- [Data extracted from a collection]
BEGIN

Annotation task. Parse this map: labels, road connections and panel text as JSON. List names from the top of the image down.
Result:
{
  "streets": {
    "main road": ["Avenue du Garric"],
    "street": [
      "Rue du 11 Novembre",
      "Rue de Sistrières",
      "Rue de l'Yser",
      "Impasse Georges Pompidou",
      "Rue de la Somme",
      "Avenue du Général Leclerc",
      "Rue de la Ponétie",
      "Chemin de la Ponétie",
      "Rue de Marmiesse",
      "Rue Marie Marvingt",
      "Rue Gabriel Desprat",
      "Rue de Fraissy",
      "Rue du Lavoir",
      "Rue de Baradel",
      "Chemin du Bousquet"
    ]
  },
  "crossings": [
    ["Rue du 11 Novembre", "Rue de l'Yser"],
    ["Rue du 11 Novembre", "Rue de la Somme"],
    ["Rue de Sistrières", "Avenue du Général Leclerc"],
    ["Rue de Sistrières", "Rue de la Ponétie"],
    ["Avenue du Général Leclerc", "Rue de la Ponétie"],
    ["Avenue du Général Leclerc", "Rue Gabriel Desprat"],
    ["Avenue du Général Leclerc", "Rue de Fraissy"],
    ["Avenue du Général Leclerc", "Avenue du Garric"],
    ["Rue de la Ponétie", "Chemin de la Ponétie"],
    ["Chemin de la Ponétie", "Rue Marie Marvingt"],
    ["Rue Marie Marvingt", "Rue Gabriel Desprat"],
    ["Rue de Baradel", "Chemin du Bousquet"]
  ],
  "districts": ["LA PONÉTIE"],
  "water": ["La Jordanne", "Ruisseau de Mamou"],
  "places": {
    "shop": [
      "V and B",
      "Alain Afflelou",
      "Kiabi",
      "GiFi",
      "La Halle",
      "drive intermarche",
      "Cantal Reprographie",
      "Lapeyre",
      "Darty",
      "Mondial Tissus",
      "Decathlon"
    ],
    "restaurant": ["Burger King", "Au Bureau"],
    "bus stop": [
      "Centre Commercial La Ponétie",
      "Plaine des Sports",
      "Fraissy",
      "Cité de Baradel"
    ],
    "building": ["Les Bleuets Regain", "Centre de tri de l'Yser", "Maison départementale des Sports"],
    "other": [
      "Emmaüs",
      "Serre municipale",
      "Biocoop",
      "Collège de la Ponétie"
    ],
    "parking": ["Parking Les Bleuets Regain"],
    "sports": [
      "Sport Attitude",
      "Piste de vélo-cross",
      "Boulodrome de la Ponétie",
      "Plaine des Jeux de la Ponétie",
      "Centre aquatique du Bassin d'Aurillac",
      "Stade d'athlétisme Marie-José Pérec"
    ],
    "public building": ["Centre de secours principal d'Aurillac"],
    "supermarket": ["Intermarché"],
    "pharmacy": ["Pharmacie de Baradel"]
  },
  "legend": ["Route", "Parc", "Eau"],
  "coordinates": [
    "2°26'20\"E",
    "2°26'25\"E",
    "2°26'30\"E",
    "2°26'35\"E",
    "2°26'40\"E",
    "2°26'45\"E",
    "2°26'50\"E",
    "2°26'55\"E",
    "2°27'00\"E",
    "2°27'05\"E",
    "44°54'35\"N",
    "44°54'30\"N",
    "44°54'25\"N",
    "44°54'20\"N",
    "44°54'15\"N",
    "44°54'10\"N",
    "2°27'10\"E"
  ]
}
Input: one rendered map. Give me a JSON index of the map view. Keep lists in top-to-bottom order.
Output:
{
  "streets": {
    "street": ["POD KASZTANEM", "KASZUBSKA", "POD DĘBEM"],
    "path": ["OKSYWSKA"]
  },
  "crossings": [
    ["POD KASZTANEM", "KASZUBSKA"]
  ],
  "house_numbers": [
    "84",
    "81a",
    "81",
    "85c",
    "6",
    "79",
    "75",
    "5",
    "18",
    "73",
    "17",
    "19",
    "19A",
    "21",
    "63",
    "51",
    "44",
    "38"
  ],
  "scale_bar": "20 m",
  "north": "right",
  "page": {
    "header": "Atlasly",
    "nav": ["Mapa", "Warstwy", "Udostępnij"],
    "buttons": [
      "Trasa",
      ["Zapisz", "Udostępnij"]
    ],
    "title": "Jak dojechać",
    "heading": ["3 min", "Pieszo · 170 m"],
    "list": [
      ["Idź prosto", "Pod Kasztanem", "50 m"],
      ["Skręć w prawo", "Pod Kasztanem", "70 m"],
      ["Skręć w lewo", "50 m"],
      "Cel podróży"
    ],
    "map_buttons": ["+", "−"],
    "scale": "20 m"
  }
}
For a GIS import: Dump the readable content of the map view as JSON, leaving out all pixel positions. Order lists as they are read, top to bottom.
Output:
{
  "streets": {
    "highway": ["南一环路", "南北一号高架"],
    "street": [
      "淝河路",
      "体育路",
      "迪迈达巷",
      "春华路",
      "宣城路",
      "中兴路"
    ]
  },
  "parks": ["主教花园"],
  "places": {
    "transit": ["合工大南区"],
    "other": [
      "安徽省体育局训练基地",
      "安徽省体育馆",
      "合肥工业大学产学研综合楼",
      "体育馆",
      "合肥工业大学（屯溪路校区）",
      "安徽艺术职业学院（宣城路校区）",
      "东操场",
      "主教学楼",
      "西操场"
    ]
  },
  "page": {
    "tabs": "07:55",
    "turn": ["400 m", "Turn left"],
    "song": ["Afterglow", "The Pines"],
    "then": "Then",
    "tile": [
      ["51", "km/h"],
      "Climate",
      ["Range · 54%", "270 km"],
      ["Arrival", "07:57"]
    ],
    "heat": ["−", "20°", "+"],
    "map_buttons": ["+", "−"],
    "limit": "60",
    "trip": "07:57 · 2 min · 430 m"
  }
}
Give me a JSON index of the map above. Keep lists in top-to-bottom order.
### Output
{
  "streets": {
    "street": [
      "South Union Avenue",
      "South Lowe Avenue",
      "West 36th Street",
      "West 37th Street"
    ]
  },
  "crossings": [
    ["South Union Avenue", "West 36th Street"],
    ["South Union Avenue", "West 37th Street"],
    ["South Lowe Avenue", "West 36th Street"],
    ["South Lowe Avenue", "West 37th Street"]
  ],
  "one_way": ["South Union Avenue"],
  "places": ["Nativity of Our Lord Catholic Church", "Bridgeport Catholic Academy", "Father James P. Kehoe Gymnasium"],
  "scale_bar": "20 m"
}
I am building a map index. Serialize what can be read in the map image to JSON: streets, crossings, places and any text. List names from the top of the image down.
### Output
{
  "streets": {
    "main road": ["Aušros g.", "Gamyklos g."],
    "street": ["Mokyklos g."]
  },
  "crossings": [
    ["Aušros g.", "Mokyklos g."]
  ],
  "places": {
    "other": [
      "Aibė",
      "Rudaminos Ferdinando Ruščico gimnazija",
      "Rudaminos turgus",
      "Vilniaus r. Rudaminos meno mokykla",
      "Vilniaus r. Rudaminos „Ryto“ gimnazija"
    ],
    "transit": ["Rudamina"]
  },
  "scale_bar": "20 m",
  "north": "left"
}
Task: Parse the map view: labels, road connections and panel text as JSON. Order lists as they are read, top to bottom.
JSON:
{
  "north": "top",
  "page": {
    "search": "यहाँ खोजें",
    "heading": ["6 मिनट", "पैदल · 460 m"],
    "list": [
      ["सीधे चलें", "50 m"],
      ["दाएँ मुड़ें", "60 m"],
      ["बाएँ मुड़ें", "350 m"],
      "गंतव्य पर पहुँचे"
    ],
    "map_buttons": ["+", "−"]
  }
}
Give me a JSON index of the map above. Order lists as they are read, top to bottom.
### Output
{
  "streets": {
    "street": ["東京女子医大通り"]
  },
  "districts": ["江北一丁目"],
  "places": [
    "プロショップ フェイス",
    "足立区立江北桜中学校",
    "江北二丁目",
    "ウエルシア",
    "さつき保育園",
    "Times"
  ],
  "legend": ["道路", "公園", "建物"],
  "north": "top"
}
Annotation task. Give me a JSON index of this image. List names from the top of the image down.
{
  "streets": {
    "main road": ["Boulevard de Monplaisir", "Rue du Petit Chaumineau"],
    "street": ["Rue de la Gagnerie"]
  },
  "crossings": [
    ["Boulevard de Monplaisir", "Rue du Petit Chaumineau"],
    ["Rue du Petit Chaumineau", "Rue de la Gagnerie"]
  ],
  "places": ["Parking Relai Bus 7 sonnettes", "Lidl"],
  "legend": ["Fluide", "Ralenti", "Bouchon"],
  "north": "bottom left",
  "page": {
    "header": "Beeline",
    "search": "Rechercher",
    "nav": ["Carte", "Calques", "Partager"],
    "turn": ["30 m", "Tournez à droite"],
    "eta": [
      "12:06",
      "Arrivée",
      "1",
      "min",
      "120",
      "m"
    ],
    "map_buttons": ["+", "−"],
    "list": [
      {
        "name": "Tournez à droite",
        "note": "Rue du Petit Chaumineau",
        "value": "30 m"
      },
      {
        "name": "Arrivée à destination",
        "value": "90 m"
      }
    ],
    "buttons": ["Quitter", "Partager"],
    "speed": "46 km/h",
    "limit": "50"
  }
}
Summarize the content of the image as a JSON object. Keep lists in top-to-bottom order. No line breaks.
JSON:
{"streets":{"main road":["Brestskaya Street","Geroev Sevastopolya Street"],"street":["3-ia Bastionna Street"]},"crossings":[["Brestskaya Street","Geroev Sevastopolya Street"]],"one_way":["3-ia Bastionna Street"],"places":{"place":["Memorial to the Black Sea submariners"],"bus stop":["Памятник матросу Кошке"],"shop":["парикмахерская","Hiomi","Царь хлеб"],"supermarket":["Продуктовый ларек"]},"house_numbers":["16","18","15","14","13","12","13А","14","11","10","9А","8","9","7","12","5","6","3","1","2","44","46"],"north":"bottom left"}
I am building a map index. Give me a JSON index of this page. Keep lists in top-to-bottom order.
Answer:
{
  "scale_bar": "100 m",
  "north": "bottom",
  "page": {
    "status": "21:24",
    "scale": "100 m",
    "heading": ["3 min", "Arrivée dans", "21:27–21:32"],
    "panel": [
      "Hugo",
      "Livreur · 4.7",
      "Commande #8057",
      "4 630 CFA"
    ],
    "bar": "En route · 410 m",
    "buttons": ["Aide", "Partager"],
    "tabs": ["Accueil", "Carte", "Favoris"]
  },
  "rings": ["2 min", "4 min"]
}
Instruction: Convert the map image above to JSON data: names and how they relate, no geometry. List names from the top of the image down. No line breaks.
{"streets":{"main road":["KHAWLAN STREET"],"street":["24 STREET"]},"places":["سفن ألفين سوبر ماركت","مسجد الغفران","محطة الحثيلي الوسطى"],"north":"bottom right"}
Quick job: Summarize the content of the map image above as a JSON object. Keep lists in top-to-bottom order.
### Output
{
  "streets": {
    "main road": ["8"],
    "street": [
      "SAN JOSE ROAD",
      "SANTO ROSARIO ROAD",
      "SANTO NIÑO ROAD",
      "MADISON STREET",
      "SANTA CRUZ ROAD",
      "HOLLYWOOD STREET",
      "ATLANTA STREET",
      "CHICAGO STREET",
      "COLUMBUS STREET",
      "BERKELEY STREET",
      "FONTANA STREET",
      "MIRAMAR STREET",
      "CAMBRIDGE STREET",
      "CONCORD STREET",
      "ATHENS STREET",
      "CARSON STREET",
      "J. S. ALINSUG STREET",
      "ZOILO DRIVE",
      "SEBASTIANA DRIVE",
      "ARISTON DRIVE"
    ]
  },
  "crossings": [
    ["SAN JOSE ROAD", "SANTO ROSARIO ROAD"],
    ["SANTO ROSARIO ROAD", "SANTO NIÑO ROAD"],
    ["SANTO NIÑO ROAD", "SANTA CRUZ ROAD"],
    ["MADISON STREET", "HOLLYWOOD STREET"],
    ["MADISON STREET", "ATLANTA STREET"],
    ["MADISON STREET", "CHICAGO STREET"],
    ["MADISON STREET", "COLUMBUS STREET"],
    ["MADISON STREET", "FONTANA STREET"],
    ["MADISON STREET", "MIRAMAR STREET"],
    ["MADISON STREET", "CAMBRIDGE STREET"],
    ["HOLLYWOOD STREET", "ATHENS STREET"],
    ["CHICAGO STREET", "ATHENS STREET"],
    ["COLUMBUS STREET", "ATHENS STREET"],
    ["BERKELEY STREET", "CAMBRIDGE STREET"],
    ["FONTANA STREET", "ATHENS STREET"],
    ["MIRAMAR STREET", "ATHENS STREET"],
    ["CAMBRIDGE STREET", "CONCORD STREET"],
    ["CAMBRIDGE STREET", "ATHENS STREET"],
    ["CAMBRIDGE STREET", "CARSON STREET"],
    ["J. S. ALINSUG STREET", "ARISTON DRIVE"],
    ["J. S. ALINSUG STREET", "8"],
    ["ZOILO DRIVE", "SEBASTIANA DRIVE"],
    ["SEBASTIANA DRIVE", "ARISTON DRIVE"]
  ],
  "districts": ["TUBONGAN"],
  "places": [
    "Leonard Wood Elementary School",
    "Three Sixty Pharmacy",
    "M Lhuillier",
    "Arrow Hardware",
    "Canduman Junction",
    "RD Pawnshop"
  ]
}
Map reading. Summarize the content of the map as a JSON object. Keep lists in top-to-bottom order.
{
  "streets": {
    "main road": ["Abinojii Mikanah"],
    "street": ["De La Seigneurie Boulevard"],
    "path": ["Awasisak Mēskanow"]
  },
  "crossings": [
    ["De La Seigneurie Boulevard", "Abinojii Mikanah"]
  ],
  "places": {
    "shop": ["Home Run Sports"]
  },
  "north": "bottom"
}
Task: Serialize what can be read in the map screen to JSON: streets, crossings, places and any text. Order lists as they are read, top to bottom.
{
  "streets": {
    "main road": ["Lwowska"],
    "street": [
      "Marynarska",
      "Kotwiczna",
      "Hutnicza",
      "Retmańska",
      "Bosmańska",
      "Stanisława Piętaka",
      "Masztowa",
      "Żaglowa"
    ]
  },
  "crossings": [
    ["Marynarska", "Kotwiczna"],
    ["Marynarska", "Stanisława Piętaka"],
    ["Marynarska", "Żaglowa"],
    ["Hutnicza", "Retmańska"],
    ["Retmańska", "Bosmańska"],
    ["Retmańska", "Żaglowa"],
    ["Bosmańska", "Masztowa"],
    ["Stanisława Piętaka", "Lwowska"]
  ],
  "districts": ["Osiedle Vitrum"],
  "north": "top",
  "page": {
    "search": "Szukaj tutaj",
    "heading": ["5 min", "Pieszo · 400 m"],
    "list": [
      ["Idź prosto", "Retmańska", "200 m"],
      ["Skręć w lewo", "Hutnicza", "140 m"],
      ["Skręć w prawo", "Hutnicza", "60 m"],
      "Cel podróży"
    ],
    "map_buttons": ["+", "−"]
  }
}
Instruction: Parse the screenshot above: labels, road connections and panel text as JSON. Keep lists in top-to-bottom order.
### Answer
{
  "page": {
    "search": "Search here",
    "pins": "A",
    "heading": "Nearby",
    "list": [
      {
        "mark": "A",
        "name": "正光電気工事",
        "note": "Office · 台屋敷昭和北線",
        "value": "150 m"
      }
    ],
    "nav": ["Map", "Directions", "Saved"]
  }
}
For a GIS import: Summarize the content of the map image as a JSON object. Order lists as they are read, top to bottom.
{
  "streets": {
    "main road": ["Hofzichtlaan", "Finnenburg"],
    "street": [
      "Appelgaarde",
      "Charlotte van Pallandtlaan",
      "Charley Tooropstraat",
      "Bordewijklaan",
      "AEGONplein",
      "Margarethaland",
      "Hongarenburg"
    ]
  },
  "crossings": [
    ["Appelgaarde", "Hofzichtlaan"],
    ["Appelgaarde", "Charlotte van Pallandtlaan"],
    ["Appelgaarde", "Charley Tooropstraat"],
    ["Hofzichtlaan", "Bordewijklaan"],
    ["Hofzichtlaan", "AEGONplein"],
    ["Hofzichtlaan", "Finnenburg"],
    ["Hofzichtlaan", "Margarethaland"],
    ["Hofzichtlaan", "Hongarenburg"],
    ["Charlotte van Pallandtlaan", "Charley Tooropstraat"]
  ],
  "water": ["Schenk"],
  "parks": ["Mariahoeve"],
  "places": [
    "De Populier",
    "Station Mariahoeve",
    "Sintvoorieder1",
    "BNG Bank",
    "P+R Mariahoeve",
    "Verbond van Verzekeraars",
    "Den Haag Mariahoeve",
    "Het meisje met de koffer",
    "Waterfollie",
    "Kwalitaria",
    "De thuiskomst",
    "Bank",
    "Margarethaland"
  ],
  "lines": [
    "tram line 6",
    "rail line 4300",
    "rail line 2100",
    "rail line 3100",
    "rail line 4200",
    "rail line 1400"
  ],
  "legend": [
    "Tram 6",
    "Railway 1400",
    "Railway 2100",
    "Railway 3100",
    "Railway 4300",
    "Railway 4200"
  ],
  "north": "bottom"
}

END

- [Work item] Whenever a line above has the word "Piętaka" in it, copy that line.

- [Answer section]
      "Stanisława Piętaka",
    ["Marynarska", "Stanisława Piętaka"],
    ["Stanisława Piętaka", "Lwowska"]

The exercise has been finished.